Assigned task.
Count every line below that contains "tools", then give that count and nothing else.

(Collected data entries)
※ ※ ※
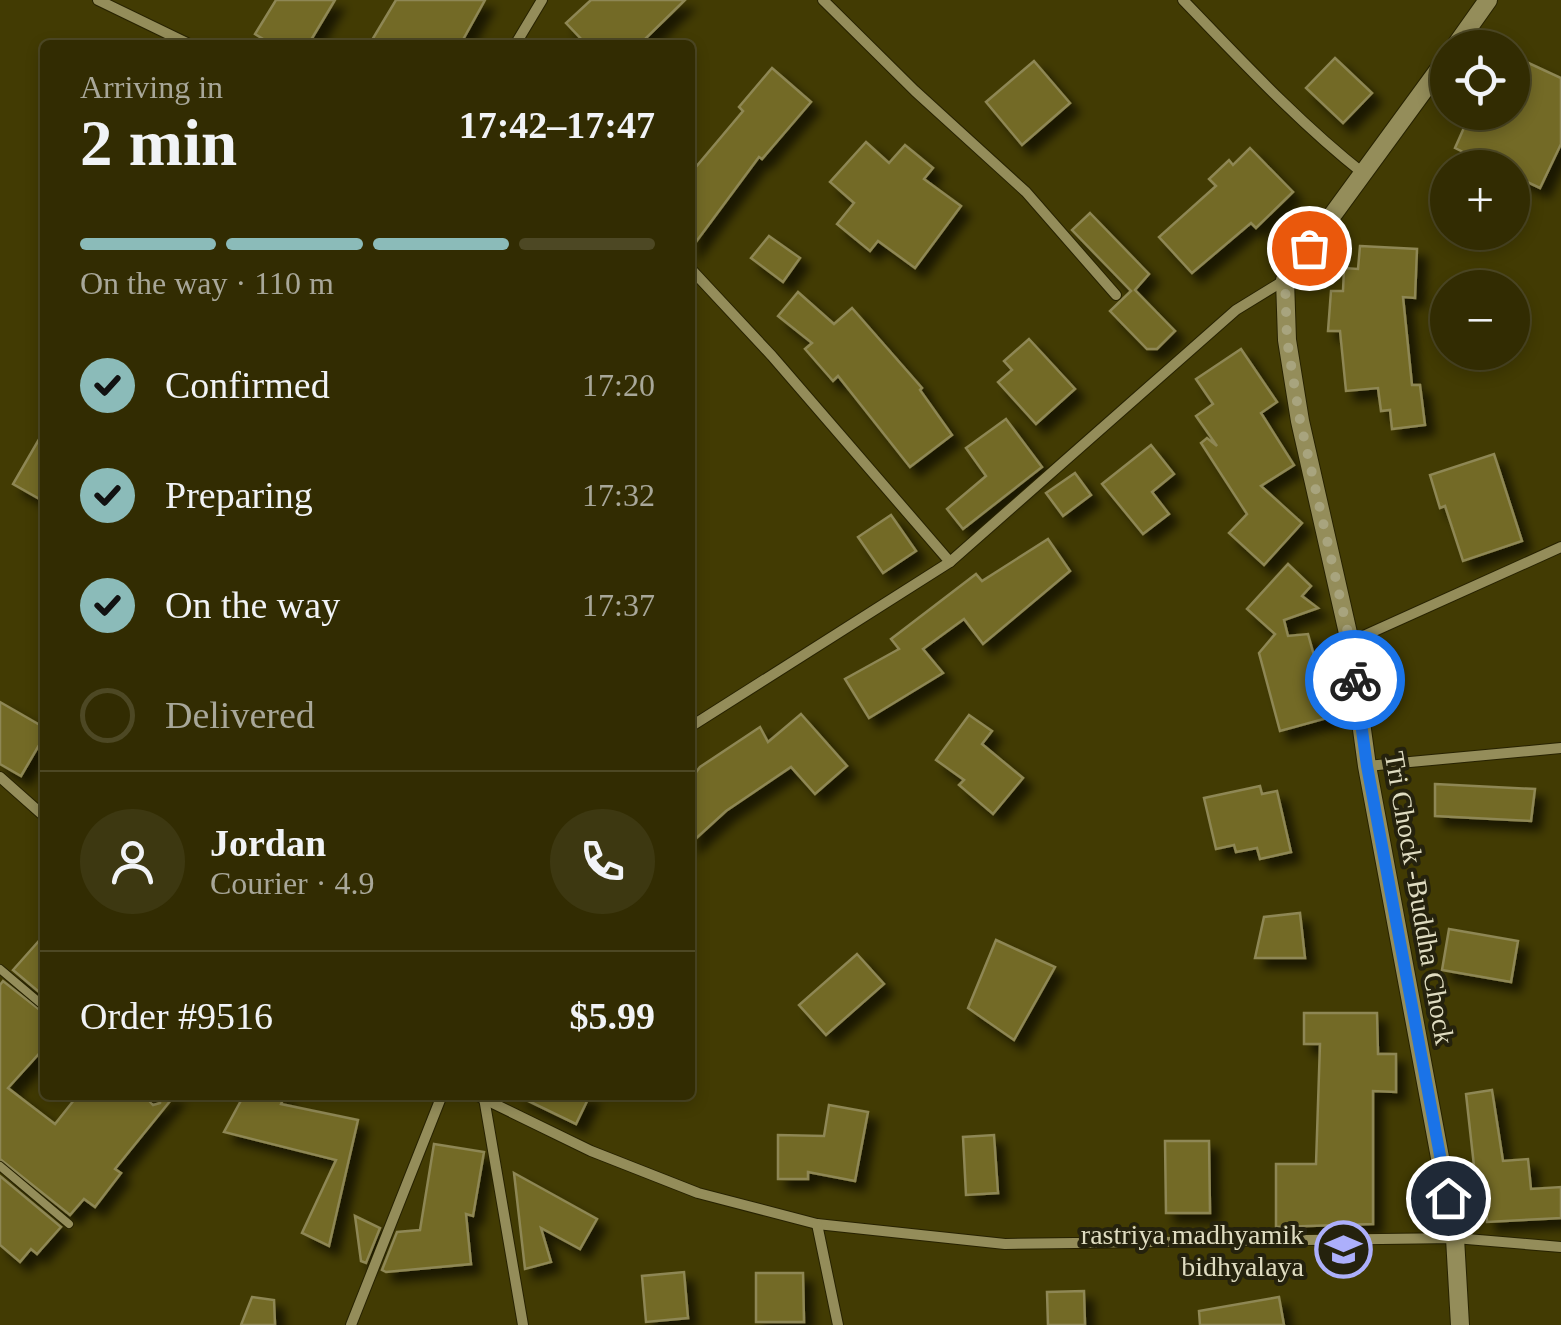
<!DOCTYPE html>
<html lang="en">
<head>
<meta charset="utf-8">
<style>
  body { margin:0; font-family:Georgia,serif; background:#3d3811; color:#f1f3f6; height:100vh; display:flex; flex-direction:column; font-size:38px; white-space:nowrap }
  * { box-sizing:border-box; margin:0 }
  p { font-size:32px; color:#a8a799 }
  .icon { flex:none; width:55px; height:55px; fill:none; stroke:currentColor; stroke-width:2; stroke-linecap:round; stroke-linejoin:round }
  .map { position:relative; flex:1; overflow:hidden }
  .details { position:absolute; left:40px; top:40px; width:655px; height:1060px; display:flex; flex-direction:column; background:#322c02; border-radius:10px; box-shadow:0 5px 15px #0003,0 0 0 2px #4d4824 }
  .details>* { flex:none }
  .tools { position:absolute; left:1430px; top:30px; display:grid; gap:20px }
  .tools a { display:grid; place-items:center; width:100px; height:100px; border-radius:50%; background:#322c02; box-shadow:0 5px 15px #0003,0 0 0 2px #4d4824; font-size:50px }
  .pin { position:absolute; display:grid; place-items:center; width:85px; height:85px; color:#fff; margin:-42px; border:5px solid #fff; border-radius:50%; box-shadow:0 2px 10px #0007 }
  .courier { position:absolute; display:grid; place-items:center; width:100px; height:100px; margin:-50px; border:8px solid #1a73e8; border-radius:50%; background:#fff; color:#222; box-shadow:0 2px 12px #0007 }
  .overview em { font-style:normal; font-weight:700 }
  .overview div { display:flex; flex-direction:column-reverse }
  .overview { display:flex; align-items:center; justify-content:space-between; height:170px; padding:0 40px }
  h1 { font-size:65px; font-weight:700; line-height:75px }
  .bar { display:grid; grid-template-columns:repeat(4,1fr); gap:15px 10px; align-content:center; height:120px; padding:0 40px }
  .bar i { height:12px; border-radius:8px; background:#4d4824 }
  .bar .active { background:#8bbbb9 }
  .bar p { grid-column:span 4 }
  .line { display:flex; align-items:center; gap:25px; padding:0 40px; border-top:2px solid #4d4824 }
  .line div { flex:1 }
  .round { display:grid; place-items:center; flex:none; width:105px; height:105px; border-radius:52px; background:#3d3811 }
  ol { padding:0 40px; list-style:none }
  li { display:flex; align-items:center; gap:30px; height:110px }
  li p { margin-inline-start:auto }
  li .icon { padding:10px; border-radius:50%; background:#8bbbb9; color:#111; stroke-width:4 }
  li:last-child { color:#a8a799 }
  li i { width:55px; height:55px; border:5px solid #4d4824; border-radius:50% }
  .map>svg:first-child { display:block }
</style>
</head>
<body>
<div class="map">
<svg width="1561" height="1325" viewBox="0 0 1561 1325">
  <defs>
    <filter id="shadow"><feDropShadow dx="9" dy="9" stdDeviation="5" flood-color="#0009"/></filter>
  </defs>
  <rect width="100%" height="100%" fill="#423b03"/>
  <g fill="#736a26" stroke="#8e8754" stroke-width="2.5" filter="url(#shadow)">
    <polygon points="276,0 335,0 308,45 273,45 255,34"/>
    <polygon points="396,0 485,0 460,45 369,45"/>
    <polygon points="591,0 685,0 639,45 587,45 566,23"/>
    <polygon points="1335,58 1372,93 1343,123 1306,88"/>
    <polygon points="1522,60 1561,78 1561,144 1540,188 1512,175 1512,168 1496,168 1455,148 1471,112 1512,112 1512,81"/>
    <polygon points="1034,61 1070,103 1022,145 986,102"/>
    <polygon points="772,68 811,102 762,159 759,157 690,250 690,174 743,111 739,107"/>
    <polygon points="866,142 889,163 905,145 933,168 924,179 961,206 915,268 878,241 870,251 837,224 854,203 830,182"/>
    <polygon points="1250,148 1293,192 1256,228 1251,223 1192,273 1159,237 1216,186 1209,179 1229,160 1233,165"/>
    <polygon points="1090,213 1149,274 1135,290 1175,331 1157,349 1147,349 1110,311 1131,291 1072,230"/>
    <polygon points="769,236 800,258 783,282 751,258"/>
    <polygon points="1360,246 1417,249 1415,298 1403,297 1412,385 1420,385 1425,425 1392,429 1390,410 1381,411 1378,388 1346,391 1340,331 1328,331 1331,291 1343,291 1344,268 1358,269"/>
    <polygon points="798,292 834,324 852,308 922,388 920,390 952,435 910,467 838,376 833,381 805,349 812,343 778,316"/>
    <polygon points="1029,339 1075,389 1036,424 998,382 1012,370 1004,361"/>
    <polygon points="1241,349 1277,402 1261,413 1294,465 1261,486 1302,523 1264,565 1229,533 1247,514 1201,443 1207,438 1217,446 1196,416 1213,404 1196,379"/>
    <polygon points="1006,419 1042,467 963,529 947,509 986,476 966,448"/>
    <polygon points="45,429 45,502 13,484"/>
    <polygon points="1151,445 1174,474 1152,492 1169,514 1143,534 1102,484"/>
    <polygon points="1494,454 1522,541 1463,561 1445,506 1440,508 1430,475"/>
    <polygon points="1075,473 1091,495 1063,516 1046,493"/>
    <polygon points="891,515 916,551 883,573 858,537"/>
    <polygon points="1048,539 1070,571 983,644 964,619 923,649 943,673 869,718 845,679 899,649 891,639 976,574 982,581"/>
    <polygon points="1288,564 1311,586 1302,596 1318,608 1284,620 1288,636 1308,634 1331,717 1280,731 1259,653 1275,634 1247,609"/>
    <polygon points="0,702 45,728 45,735 21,776 0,764"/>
    <polygon points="801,714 847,766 815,794 791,767 726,811 690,844 690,780 700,767 760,727 768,742"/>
    <polygon points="969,715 992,731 982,744 1023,778 993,814 959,785 964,780 936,760"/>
    <polygon points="1435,784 1535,789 1531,821 1435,816"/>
    <polygon points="1260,786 1262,794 1277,791 1291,852 1260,859 1257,848 1236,852 1234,845 1216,849 1204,798"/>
    <polygon points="1300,913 1305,958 1255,958 1264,917"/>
    <polygon points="1449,929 1518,941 1511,982 1442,970"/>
    <polygon points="45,934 45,997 13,970"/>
    <polygon points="996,940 1055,967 1014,1040 968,1008"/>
    <polygon points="857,954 884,984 826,1035 799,1005"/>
    <polygon points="3,981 45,1014 45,1047 8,1088 55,1124 78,1095 144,1095 153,1105 160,1103 161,1095 175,1095 115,1169 121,1173 95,1207 84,1199 70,1215 0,1159 0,985"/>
    <polygon points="1304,1013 1377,1013 1378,1054 1396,1054 1396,1092 1373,1091 1373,1224 1276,1227 1276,1164 1316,1164 1320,1044 1304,1044"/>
    <polygon points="1492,1090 1503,1161 1528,1159 1531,1189 1561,1187 1561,1218 1487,1222 1485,1183 1476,1184 1466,1094"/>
    <polygon points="244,1095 285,1095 281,1104 358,1120 329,1246 302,1233 336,1160 224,1132"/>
    <polygon points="516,1095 590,1095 576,1124"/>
    <polygon points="829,1105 868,1112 855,1181 808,1172 808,1179 778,1179 778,1135 824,1136"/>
    <polygon points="994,1135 998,1193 966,1195 963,1137"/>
    <polygon points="1165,1141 1209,1141 1210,1213 1166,1213"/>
    <polygon points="434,1144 484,1152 473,1216 466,1214 471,1264 386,1272 382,1270 397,1232 420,1230"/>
    <polygon points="514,1173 597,1219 580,1249 541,1228 551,1262 525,1269"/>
    <polygon points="0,1176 61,1227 37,1254 31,1249 20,1262 0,1245"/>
    <polygon points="355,1216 380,1228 366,1263 361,1261"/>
    <polygon points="684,1272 688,1318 646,1322 642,1276"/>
    <polygon points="756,1273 803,1273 804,1322 756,1322"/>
    <polygon points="1084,1291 1085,1325 1048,1325 1047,1292"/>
    <polygon points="252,1297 274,1300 275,1325 241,1325"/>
    <polygon points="1279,1297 1284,1325 1200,1325 1199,1311"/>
  </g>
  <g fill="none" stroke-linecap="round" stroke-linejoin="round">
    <defs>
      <g id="service">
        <polyline points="0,969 45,1007"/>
        <polyline points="151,1095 154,1098"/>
        <polyline points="0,1166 69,1224"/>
      </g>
      <g id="minor">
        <polyline points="98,0 191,45"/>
        <polyline points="823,0 915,91 1026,192 1116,295"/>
        <path d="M1183,0C1241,60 1298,122 1364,174"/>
        <polyline points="515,45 542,0"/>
        <polyline points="690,268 772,356 950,562 690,727"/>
        <polyline points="950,562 1236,310 1285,280"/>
        <polyline points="1350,642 1561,547"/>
        <polyline points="1367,766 1561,748"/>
        <polyline points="0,777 45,817"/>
        <polyline points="476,1095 591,1151 698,1193 817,1224 1005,1244 1455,1238 1561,1247"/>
        <polyline points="484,1098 523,1325"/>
        <polyline points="817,1224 838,1325"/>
        <polyline points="351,1325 442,1095"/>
      </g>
      <g id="tertiary">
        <polyline points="1454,48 1488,0"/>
        <polyline points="1448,57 1285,280 1287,340 1300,421 1350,642 1367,766 1455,1238 1460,1325"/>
      </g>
    </defs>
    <use href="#service" stroke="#272200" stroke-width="10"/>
    <use href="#minor" stroke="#272200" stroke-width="12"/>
    <use href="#tertiary" stroke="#272200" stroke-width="20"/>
    <use href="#service" stroke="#948d5a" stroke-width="8"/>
    <use href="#minor" stroke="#948d5a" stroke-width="10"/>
    <use href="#tertiary" stroke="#948d5a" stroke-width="18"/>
  </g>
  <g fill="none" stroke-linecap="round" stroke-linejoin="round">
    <polyline stroke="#a8a47e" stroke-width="10" stroke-dasharray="0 18" points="1309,248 1285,280 1287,340 1300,420 1350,642 1355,680"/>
    <polyline stroke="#1a73e8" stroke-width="12" points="1355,680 1367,766 1448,1198"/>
  </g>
  <defs>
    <symbol id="school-ring" viewBox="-11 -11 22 22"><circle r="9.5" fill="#25220d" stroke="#acaffb" stroke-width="1.5"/><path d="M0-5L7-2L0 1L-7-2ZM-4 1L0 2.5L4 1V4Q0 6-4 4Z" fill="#acaffb"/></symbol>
  </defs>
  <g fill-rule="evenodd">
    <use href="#school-ring" x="1312" y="1218" width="63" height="63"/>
  </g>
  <g text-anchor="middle" stroke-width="8" stroke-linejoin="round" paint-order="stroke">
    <g font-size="28" fill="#dfdcc1" stroke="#25220d">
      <text transform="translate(1420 898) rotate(80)" y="10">Tri Chock -Buddha Chock</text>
    </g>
    <g font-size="28" fill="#dfdcc1" stroke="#25220d" text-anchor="end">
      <text x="1304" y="1244">rastriya madhyamik<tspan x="1304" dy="32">bidhyalaya</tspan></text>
    </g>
  </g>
</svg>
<div class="tools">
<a><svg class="icon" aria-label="locate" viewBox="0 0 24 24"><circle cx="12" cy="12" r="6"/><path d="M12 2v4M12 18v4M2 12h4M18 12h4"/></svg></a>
<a>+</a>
<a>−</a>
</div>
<div class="pin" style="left:1309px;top:248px;background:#ea580c"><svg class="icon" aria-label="bag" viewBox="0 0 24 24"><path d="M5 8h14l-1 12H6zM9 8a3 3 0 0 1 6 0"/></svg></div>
<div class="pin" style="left:1448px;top:1198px;background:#1f2937"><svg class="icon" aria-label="home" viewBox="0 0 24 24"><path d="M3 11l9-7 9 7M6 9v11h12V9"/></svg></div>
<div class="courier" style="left:1355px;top:680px"><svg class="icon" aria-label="bike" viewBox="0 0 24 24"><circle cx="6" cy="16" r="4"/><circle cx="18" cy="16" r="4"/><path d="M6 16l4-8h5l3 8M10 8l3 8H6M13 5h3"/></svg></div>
<section class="details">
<div class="overview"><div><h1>2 min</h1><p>Arriving in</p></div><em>17:42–17:47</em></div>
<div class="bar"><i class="active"></i><i class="active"></i><i class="active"></i><i></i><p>On the way · 110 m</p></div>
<ol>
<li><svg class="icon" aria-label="check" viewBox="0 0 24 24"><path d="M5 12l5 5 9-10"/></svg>Confirmed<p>17:20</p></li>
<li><svg class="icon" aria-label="check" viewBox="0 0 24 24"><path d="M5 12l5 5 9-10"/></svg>Preparing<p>17:32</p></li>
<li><svg class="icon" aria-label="check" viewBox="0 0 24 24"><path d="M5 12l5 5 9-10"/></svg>On the way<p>17:37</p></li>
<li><i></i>Delivered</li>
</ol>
<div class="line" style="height:180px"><a class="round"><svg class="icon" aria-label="person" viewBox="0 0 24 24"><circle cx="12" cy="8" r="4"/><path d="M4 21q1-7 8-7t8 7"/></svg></a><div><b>Jordan</b><p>Courier · 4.9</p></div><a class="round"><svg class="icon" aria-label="phone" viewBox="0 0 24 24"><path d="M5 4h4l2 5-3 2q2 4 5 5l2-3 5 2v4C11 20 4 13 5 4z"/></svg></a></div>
<div class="line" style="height:130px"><div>Order #9516</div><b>$5.99</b></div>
</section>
</div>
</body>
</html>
※ ※ ※
Response to this exercise.
3